■ Work order ■
Examine each line of the data, and copy the ones containing "they".

■ Information shown ■
========

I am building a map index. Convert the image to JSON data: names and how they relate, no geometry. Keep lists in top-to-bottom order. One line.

========

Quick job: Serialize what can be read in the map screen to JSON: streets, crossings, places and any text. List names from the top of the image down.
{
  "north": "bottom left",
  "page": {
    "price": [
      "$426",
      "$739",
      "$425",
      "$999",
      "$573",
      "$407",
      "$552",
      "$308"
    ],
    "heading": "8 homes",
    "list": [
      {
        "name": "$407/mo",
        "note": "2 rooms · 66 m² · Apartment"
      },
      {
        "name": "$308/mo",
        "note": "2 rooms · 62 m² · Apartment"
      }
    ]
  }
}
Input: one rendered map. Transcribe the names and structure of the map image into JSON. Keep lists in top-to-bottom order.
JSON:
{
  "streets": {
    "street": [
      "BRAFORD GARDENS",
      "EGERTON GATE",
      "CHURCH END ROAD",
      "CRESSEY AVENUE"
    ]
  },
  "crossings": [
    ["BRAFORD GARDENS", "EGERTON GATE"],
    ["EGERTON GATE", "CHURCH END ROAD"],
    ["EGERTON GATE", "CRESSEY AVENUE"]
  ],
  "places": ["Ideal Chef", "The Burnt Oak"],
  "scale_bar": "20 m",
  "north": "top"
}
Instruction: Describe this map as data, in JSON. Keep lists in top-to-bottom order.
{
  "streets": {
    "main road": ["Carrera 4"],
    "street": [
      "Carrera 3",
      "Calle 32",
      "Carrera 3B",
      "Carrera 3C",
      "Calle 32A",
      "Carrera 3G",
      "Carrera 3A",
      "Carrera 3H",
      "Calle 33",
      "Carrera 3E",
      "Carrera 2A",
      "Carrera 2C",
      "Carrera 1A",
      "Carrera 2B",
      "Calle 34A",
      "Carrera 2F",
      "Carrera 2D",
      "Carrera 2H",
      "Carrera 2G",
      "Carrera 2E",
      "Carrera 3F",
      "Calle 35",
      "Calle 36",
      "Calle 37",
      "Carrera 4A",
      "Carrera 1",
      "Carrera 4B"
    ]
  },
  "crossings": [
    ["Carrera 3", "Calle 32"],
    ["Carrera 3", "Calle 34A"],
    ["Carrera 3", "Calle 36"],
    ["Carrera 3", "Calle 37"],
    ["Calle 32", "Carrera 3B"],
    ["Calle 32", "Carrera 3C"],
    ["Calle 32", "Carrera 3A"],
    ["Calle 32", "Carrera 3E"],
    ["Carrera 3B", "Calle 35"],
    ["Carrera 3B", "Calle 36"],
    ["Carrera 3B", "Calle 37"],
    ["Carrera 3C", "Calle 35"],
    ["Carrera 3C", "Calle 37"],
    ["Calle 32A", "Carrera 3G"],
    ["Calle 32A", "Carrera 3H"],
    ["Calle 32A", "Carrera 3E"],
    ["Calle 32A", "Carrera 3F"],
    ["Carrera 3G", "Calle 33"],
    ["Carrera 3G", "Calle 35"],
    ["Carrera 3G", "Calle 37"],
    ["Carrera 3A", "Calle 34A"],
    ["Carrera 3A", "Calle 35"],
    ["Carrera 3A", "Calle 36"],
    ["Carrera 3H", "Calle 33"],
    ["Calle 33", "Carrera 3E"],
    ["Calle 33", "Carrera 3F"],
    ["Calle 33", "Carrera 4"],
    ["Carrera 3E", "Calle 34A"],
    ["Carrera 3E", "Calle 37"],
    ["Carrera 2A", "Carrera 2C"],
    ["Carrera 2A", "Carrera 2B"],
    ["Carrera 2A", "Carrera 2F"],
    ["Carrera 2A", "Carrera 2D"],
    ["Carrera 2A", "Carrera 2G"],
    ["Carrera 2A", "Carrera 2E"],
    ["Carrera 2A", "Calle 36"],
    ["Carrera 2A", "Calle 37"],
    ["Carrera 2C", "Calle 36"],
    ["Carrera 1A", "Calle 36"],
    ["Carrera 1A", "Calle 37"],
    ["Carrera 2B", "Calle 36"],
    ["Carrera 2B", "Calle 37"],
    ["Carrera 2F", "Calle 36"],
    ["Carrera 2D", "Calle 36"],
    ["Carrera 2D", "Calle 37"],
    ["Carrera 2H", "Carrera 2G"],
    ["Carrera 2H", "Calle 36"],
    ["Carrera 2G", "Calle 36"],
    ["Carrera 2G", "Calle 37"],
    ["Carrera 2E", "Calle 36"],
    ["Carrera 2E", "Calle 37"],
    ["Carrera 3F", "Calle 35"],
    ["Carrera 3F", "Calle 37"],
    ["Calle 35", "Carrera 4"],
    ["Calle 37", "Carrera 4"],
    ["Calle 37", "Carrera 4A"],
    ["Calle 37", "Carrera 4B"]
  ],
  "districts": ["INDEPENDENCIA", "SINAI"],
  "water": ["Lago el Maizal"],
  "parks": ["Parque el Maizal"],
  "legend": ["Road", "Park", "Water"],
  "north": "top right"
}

========

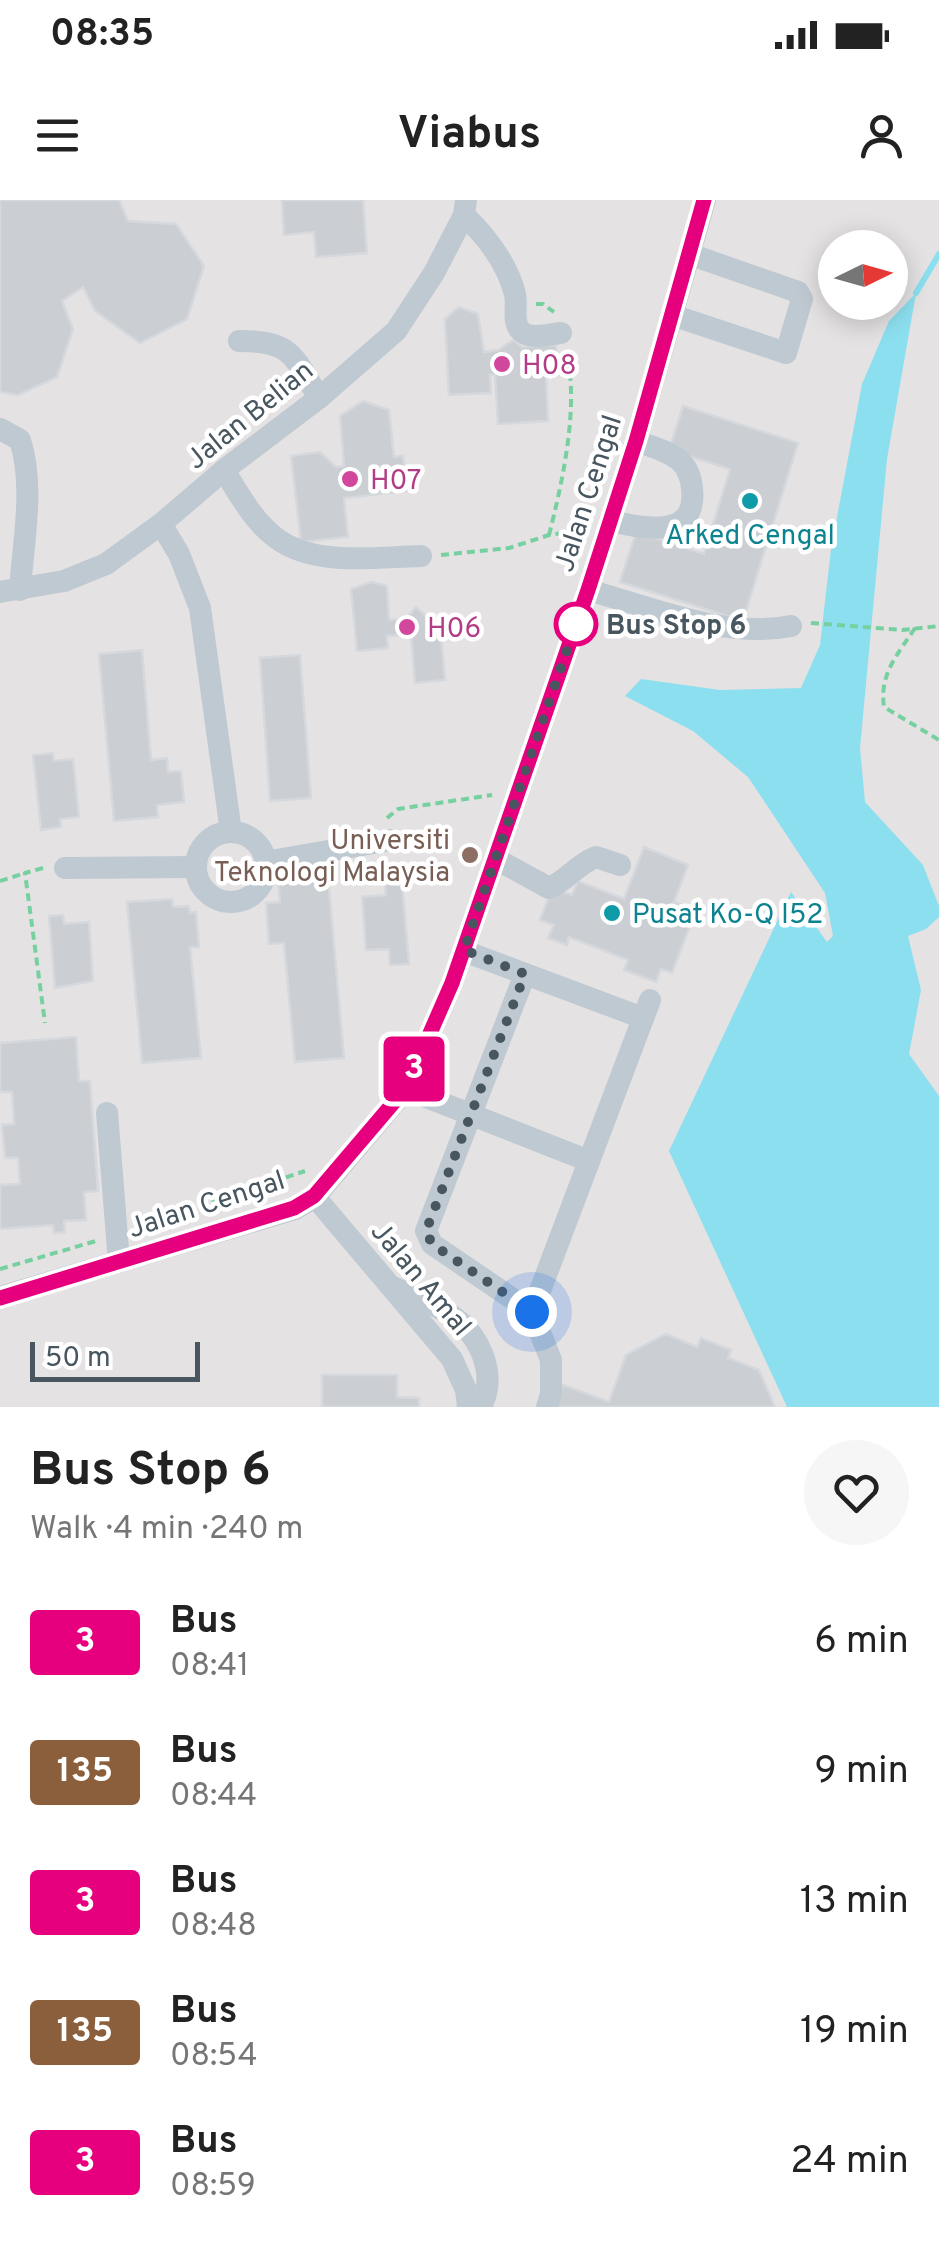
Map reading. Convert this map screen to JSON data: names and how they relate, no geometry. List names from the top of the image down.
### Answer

========

■ Response for this exercise ■
I am building a map index. Convert the image to JSON data: names and how they relate, no geometry. Keep lists in top-to-bottom order. One line.
Map reading. Convert this map screen to JSON data: names and how they relate, no geometry. List names from the top of the image down.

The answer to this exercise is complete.